Anti-America sentiment on the rise

There’s no doubt US protests have sparked heated discussion on Weibo – the topic is one of the most popular on the site this week. Related posts have earned more than 25 billion views.

Many Weibo posts “congratulate” the US for the civil unrest and push back at its support for the Hong Kong demonstrations.

One user writes: “The US government has been inflaming violence around the world, now the American people have finally woken up. The US government deserves this!”

And Beijing and its state media spread the theory that Washington was fomenting the protests in Hong Kong, calling it a “black hand” behind the unrest.

As US-China relations have soured due to the Hong Kong protests, trade conflicts and the pandemic, anti-America sentiment appears to be on the rise in China.

Thousands of Weibo comments describe the US protests as “karma” for Washington.

But some Chinese seem genuinely saddened by the situation.

“This is trampling on human rights! Democracy in the US came to an end at this exact moment,” a Weibo user commented under a video showing the CNN reporter getting arrested, receiving thousands of likes.

Many on Weibo also voice support for the civil rights movement. “Nothing much has changed after generations of fights. I hope this time will yield better results,” a comment reads.

Some Chinese also reflect on the weaknesses of their country.

One Weibo user writes about being “envious of the freedom of expression” in the US, as anti-government protests are often forcefully cracked down in China.

Some posts urge the state media to cover China’s domestic police violence and injustice with the same level of dedication.

But liberal voices are often met with harsh criticism.

State-affiliated yet liberal leaning newspaper Beijing News published a commentary advocating for empathy and respect for the American people, but it was quickly slammed as taking a “pro-America” stance and received tens of thousands of negative comments on Weibo.

Social media has always been an imperfect window to observe China’s public opinion.
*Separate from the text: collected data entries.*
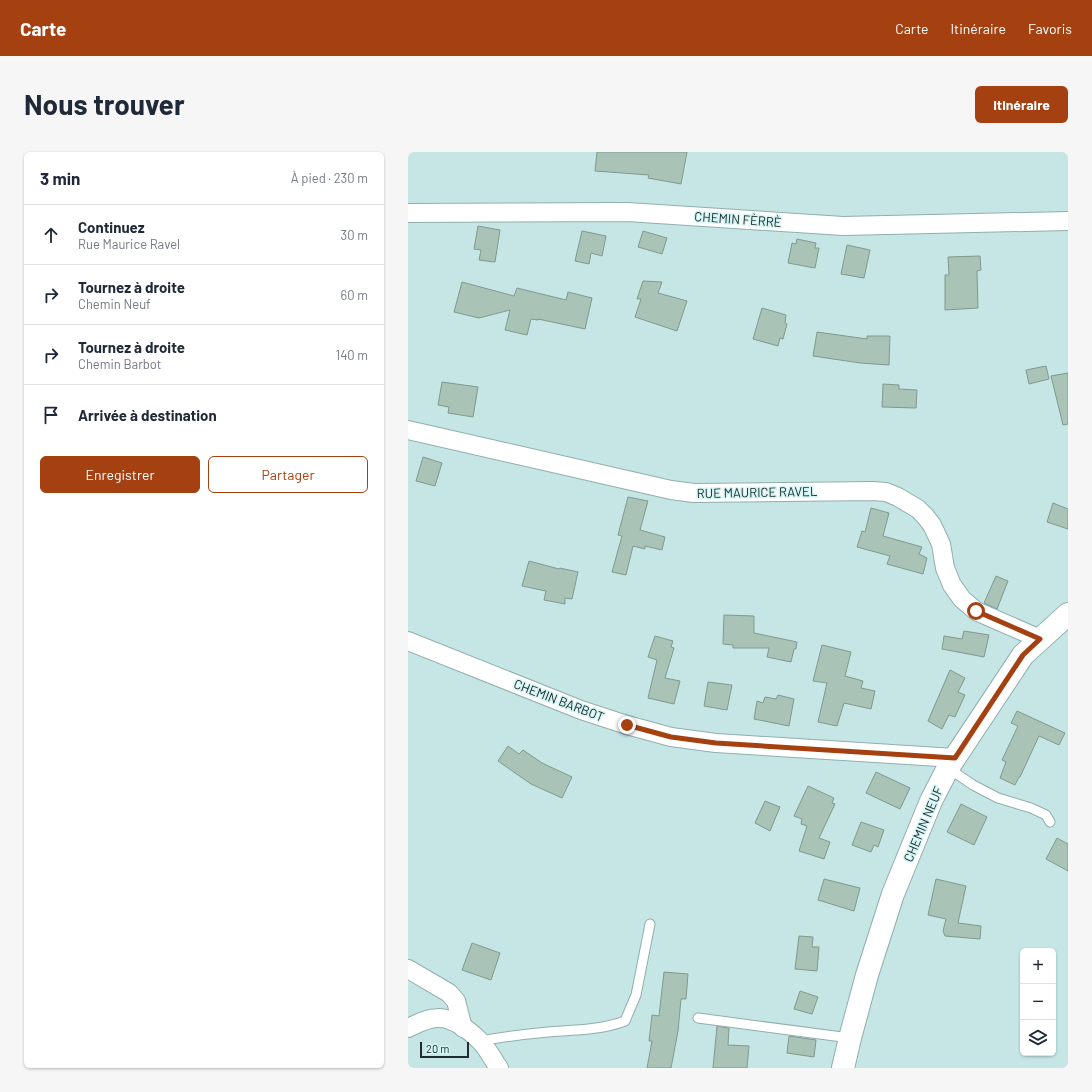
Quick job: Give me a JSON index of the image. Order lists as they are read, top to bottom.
{
  "streets": {
    "main road": ["CHEMIN NEUF"],
    "street": ["CHEMIN FÈRRÈ", "RUE MAURICE RAVEL", "CHEMIN BARBOT"]
  },
  "crossings": [
    ["RUE MAURICE RAVEL", "CHEMIN NEUF"],
    ["CHEMIN BARBOT", "CHEMIN NEUF"]
  ],
  "scale_bar": "20 m",
  "page": {
    "header": "Carte",
    "nav": ["Carte", "Itinéraire", "Favoris"],
    "buttons": [
      "Itinéraire",
      ["Enregistrer", "Partager"]
    ],
    "title": "Nous trouver",
    "heading": ["3 min", "À pied · 230 m"],
    "list": [
      ["Continuez", "Rue Maurice Ravel", "30 m"],
      ["Tournez à droite", "Chemin Neuf", "60 m"],
      ["Tournez à droite", "Chemin Barbot", "140 m"],
      "Arrivée à destination"
    ],
    "map_buttons": ["+", "−"],
    "scale": "20 m"
  }
}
Its echo chamber effect is exacerbated by the country’s information censorship.

Prof Repnikova says that the relatively liberal views may become even more marginalised on Chinese social media, as cyber nationalism, a combination of bottom-up sentiments and top-down propaganda tactic, is increasingly dominant on the sites.

“The more aggressive, nationalistic and vocal voices are taking over the space,” she says.